Le PDG de Ryanair, Michael O’Leary et des hôtesses de la compagnie lors de la présentation du calendrier Ryanair 2012.
Sous la houlette de son fantasque dirigeant, Ryanair multiplie les coups bas pour devancer ses concurrents. Or ce modèle commercial nous ramène au capitalisme sauvage du XIXe siècle, s’insurge le journaliste Per Svensson, qui déplore le peu de mobilisation contre ces pratiques.
Qu’ont en commun Michael O’Leary [le patron de Ryanair] et l’Oncle Picsou ? Tous deux sont riches à millions. Qu’est-ce qui les distingue ? Picsou a bâti sa fortune sur sa propre pingrerie, Michael O’Leary sur celle des autres.
Bien que Michael O’Leary ait déclaré vouloir créer des places debout dans ses avions et y rendre les séjours aux toilettes payants, Ryanair est aujourd’hui la première compagnie aérienne d’Europe en termes de fréquentation, avec 80 millions de passagers par an. C’est aussi, en dépit d’un léger repli au dernier trimestre, une entreprise particulièrement rentable.
Sur le dernier exercice (2012-2013), Ryanair a réalisé un chiffre d’affaires de 4,9 milliards d’euros, avec un bénéfice en hausse d’un peu plus de 11 %, soit 569 millions d’euros. Des chiffres que l’on peut mettre en parallèle avec ceux de Lufthansa, par exemple, qui a annoncé un peu plus de 3 % de bénéfices sur l’exercice 2012, soit 990 millions d’euros, pour un chiffre d’affaires net de 30 milliards. Lufthansa doit donc embarquer six fois plus de passagers que Ryanair pour gagner à peine le double. Autrement dit, deux euros Ryanair valent plus que six euros Lufthansa.
Ryanair devient la norme
Comment cela s’explique-t-il ? “Lowest cost always wins” [les coûts les moins élevés l’emportent toujours], répondait Michael O’Leary lors d’une conférence de presse donnée à Göteborg à l’automne dernier. C’est la doctrine constitutive du capitalisme mondial, fondée sur l’idée que, sur un marché devenu planétaire, le prix passe toujours avant la qualité. Et que, pour être moins cher que la concurrence, il faut avoir des coûts inférieurs.
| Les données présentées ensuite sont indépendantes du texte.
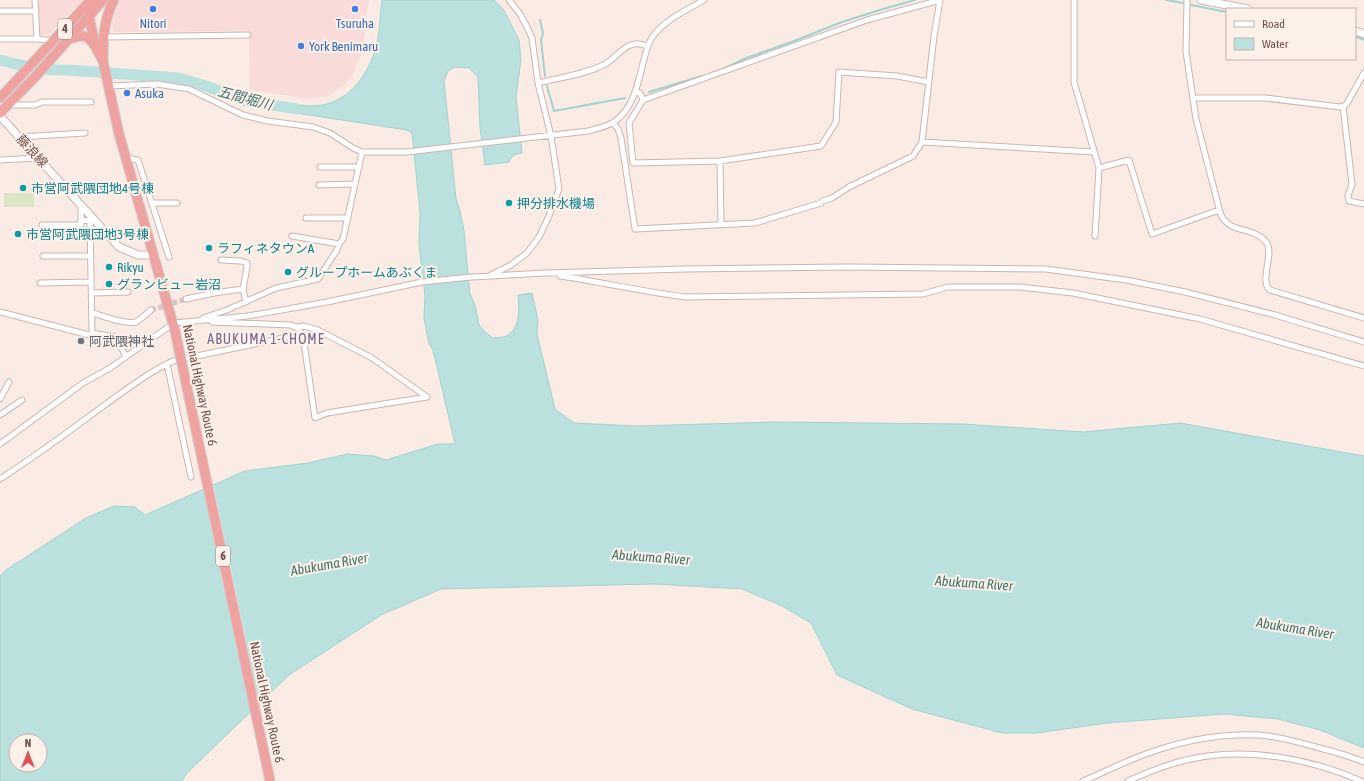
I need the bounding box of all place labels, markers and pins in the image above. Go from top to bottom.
marker: Nitori [148,4,158,14]
marker: Tsuruha [350,4,360,14]
place label: Nitori [139,16,167,31]
place label: Tsuruha [336,16,374,31]
place label: York Benimaru [309,39,378,54]
marker: York Benimaru [296,41,306,51]
place label: Asuka [135,86,164,101]
marker: Asuka [122,88,132,98]
place label: 市営阿武隈団地4号棟 [31,181,154,196]
marker: 市営阿武隈団地4号棟 [18,183,28,193]
place label: 押分排水機場 [517,196,595,211]
marker: 押分排水機場 [504,198,514,208]
place label: 市営阿武隈団地3号棟 [26,227,149,242]
marker: 市営阿武隈団地3号棟 [13,229,23,239]
place label: ラフィネタウンA [217,241,315,256]
marker: ラフィネタウンA [204,243,214,253]
place label: Rikyu [117,260,144,275]
marker: Rikyu [104,262,114,272]
place label: グループホームあぶくま [296,265,438,280]
marker: グループホームあぶくま [283,267,293,277]
place label: グランビュー岩沼 [117,277,221,292]
marker: グランビュー岩沼 [104,279,114,289]
place label: 阿武隈神社 [89,334,154,349]
marker: 阿武隈神社 [76,336,86,346]

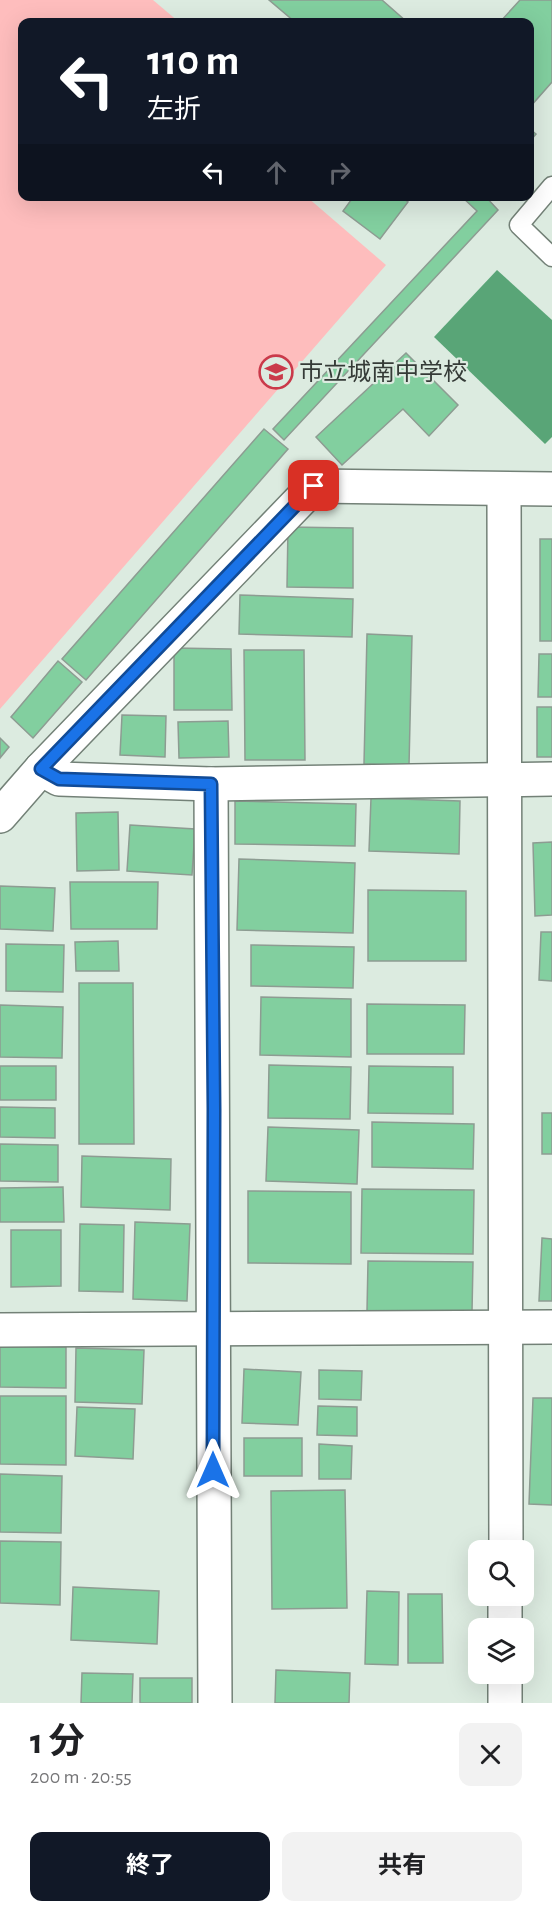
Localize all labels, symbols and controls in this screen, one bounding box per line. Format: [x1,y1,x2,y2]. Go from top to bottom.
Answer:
text: 110 m [147,40,239,82]
icon: left [48,42,126,120]
text: 左折 [147,96,201,123]
icon: left [197,156,230,189]
icon: ahead [260,156,293,189]
icon: right [323,156,356,189]
school or university icon: 市立城南中学校 [258,354,294,390]
place label: 市立城南中学校 [299,359,467,385]
pin [288,460,339,511]
icon: arrive [297,469,330,502]
position arrow [181,1438,245,1502]
map controls [468,1540,534,1684]
button: search [468,1540,534,1606]
button: layers [468,1618,534,1684]
button: close [459,1723,522,1786]
text: 1 分 [30,1724,84,1760]
text: 200 m · 20:55 [30,1767,132,1787]
button: 終了 [30,1832,270,1901]
button: 共有 [282,1832,522,1901]

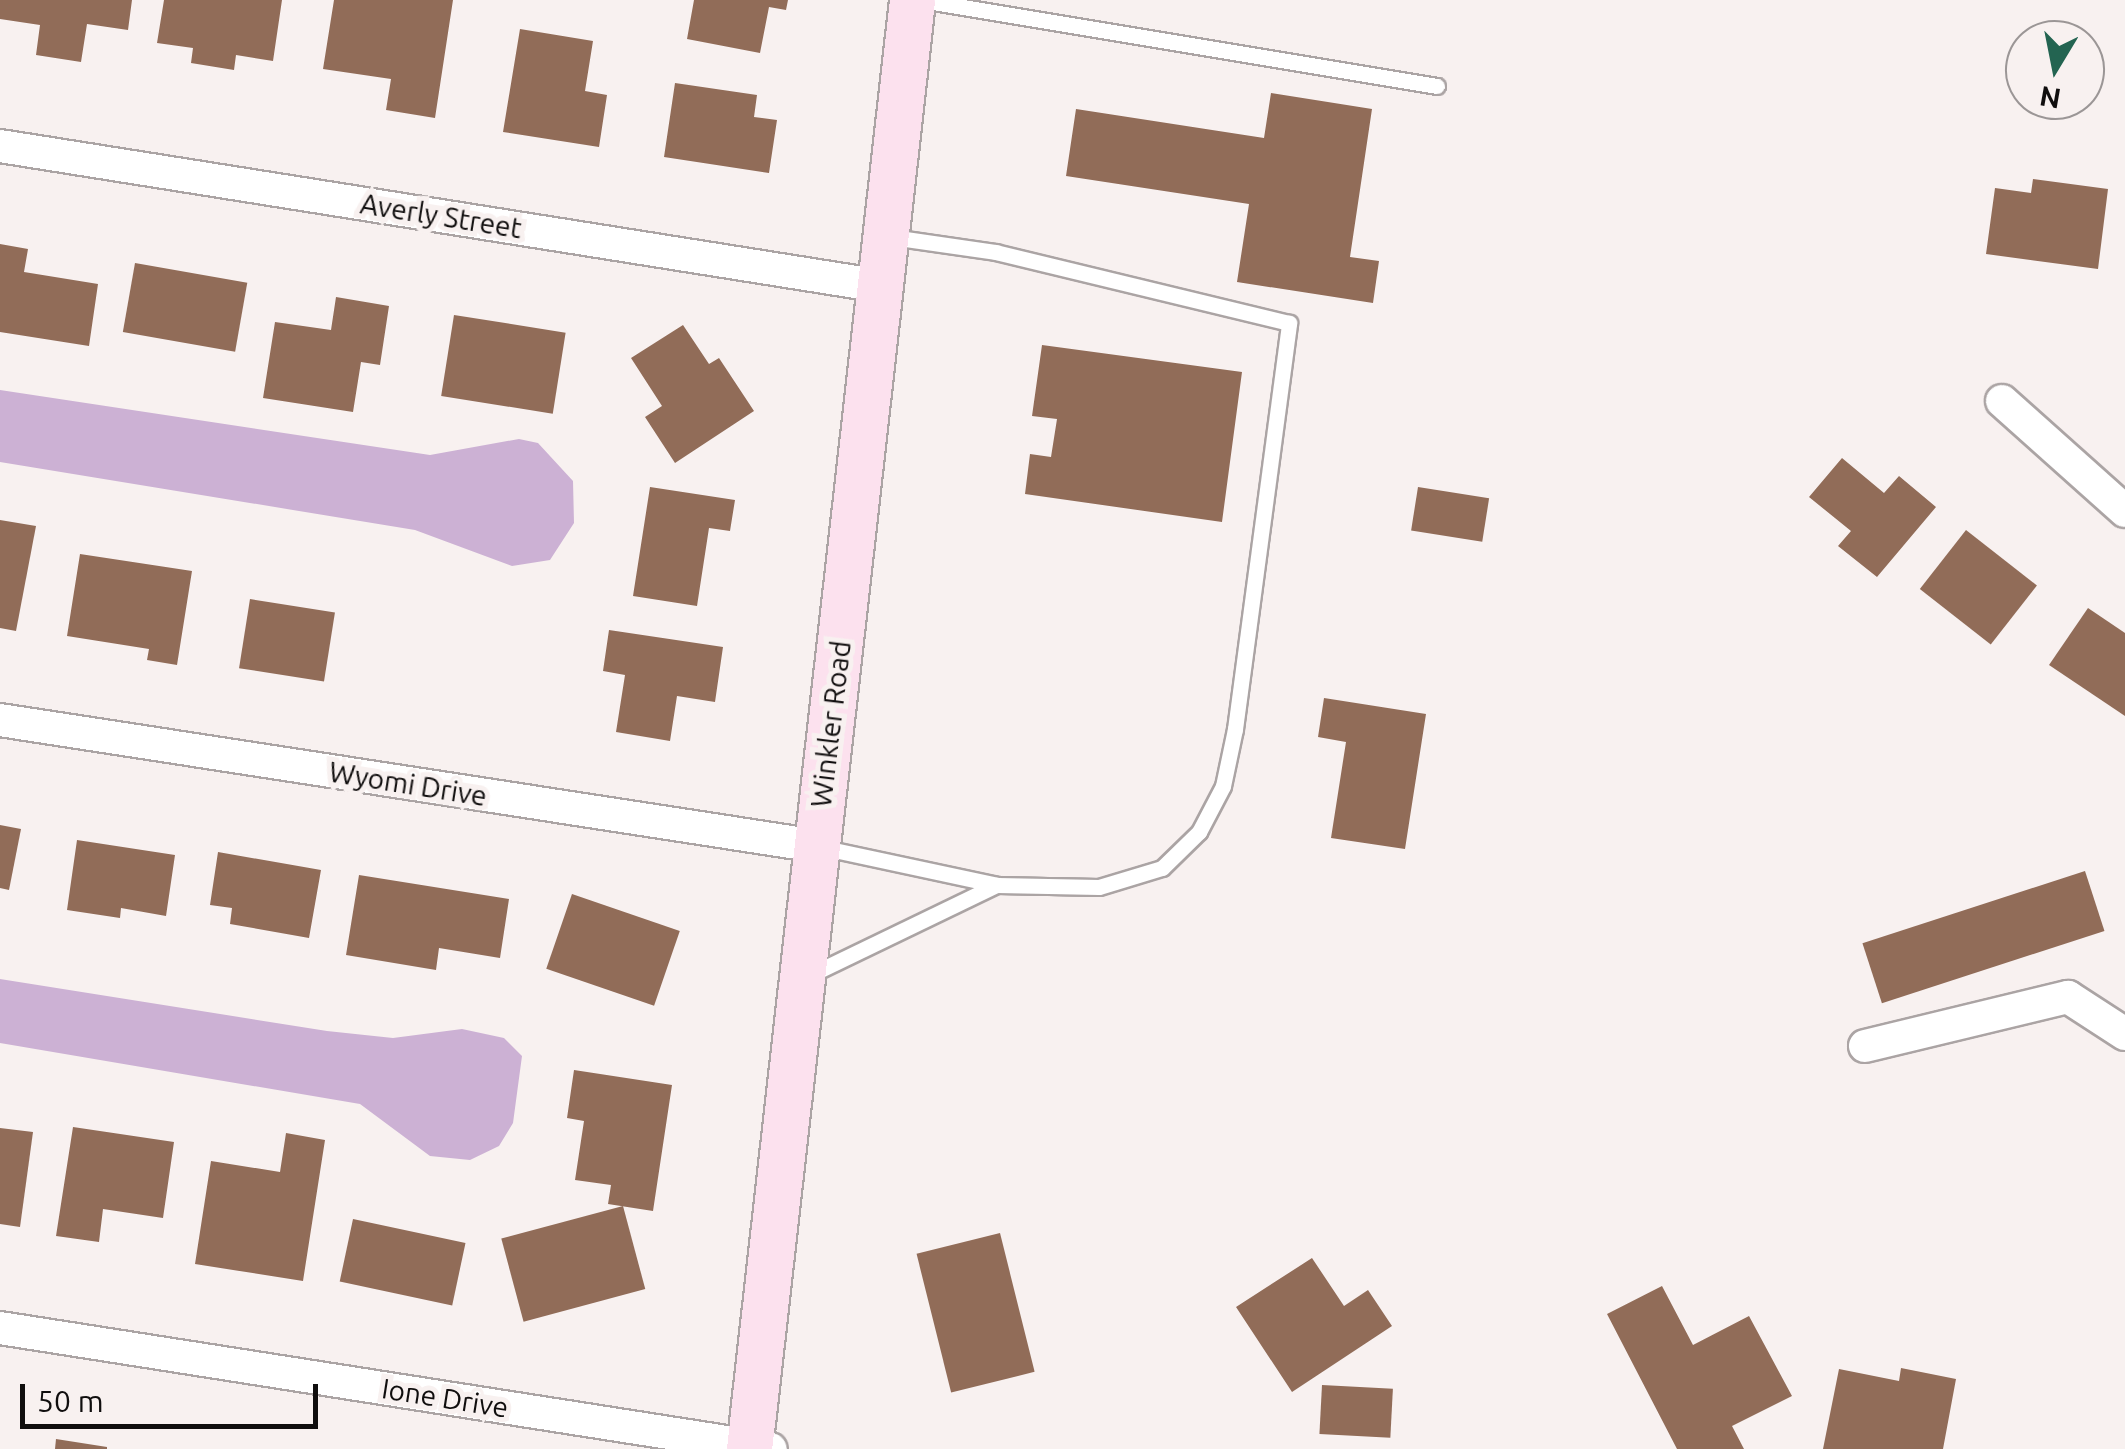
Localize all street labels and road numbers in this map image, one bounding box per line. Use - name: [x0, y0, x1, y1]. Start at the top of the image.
- street label: Averly Street: [358, 187, 524, 245]
- street label: Winkler Road: [804, 639, 858, 809]
- street label: Wyomi Drive: [327, 755, 489, 813]
- street label: Ione Drive: [379, 1371, 511, 1425]

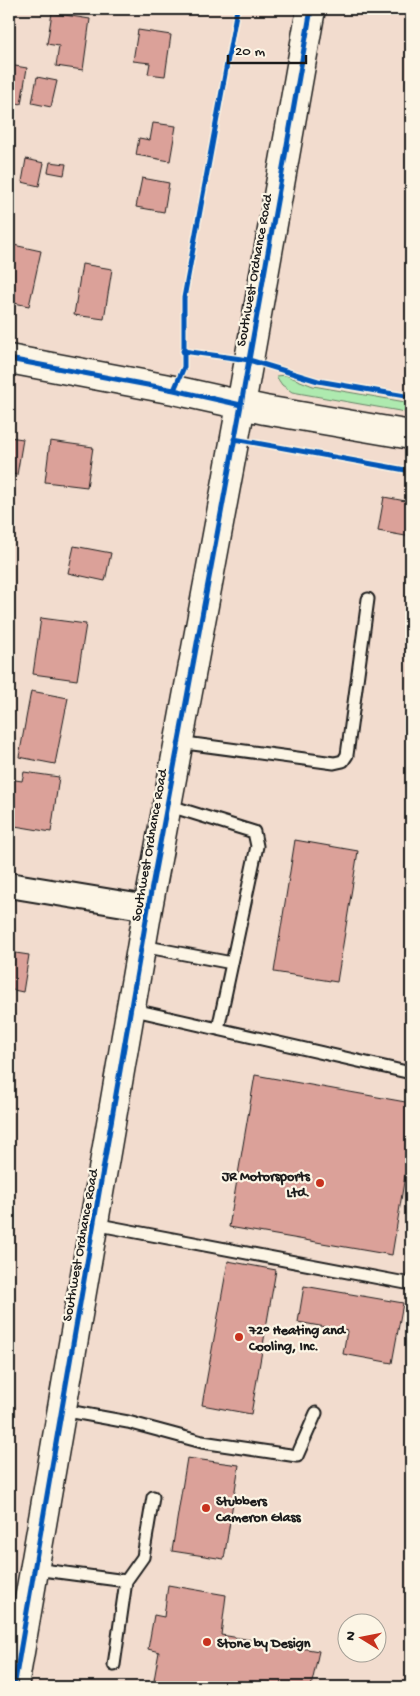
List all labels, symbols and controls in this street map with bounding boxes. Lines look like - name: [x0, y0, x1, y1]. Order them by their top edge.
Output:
- scale bar: [228, 32, 305, 64]
- text: 20 m: [235, 43, 265, 61]
- street label: Southwest Ordnance Road: [234, 191, 278, 348]
- street label: Southwest Ordnance Road: [129, 766, 173, 923]
- street label: Southwest Ordnance Road: [60, 1166, 104, 1323]
- place label: JR Motorsports Ltd.: [221, 1169, 311, 1202]
- marker: JR Motorsports Ltd.: [314, 1177, 326, 1189]
- place label: 72° Heating and Cooling, Inc.: [248, 1323, 347, 1356]
- marker: 72° Heating and Cooling, Inc.: [233, 1331, 245, 1343]
- place label: Stubbers Cameron Glass: [215, 1494, 302, 1527]
- marker: Stubbers Cameron Glass: [200, 1502, 212, 1514]
- north arrow: [338, 1614, 388, 1664]
- text: N: [342, 1630, 361, 1642]
- marker: Stone by Design: [201, 1636, 213, 1648]
- place label: Stone by Design: [217, 1636, 311, 1653]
Cet objectif peut être atteint de plusieurs manières. Le modèle commercial de Ryanair se fonde sur le principe du “bad enough” : le traitement réservé aux employés et aux passagers doit être suffisamment mauvais pour que le prix du billet soit suffisamment bas pour que les clients acceptent non seulement d’être traités comme de vieilles chaussettes, mais se fichent également éperdument de savoir que les employés de la société sont encore plus mal traités qu’eux. Le fait que Ryanair soit une entreprise qui malmène à la fois son personnel et ses passagers n’est pas un scoop.
Michael O’Leary est également le parfait reflet de son époque à un autre point de vue : il semble taillé pour un univers médiatique qui aime les méchants charismatiques et “tweetables”. Il “fait le buzz” en permanence et aime à poser au milieu de demoiselles en bikini.
Ryanair n’est ni une jeune entreprise prodige, ni une brebis galeuse, ni une exception qui viendrait confirmer la règle. Ryanair est, ou est en passe de devenir, la norme ; une des illustrations les plus frappantes d’un vaste changement de paradigme.
Le modèle social européen dans lequel j’ai grandi, où le marché de l’emploi et la vie économique sont caractérisés par la concertation, l’équilibre des pouvoirs et la répartition des richesses, est en net recul. Le 20e siècle est définitivement derrière nous. A la place, nous allons bientôt revenir au 19e siècle : le capitalisme sauvage, le rejet du syndicalisme, le dumping salarial, l’exploitation des travailleurs. Et Ryanair ouvre la voie.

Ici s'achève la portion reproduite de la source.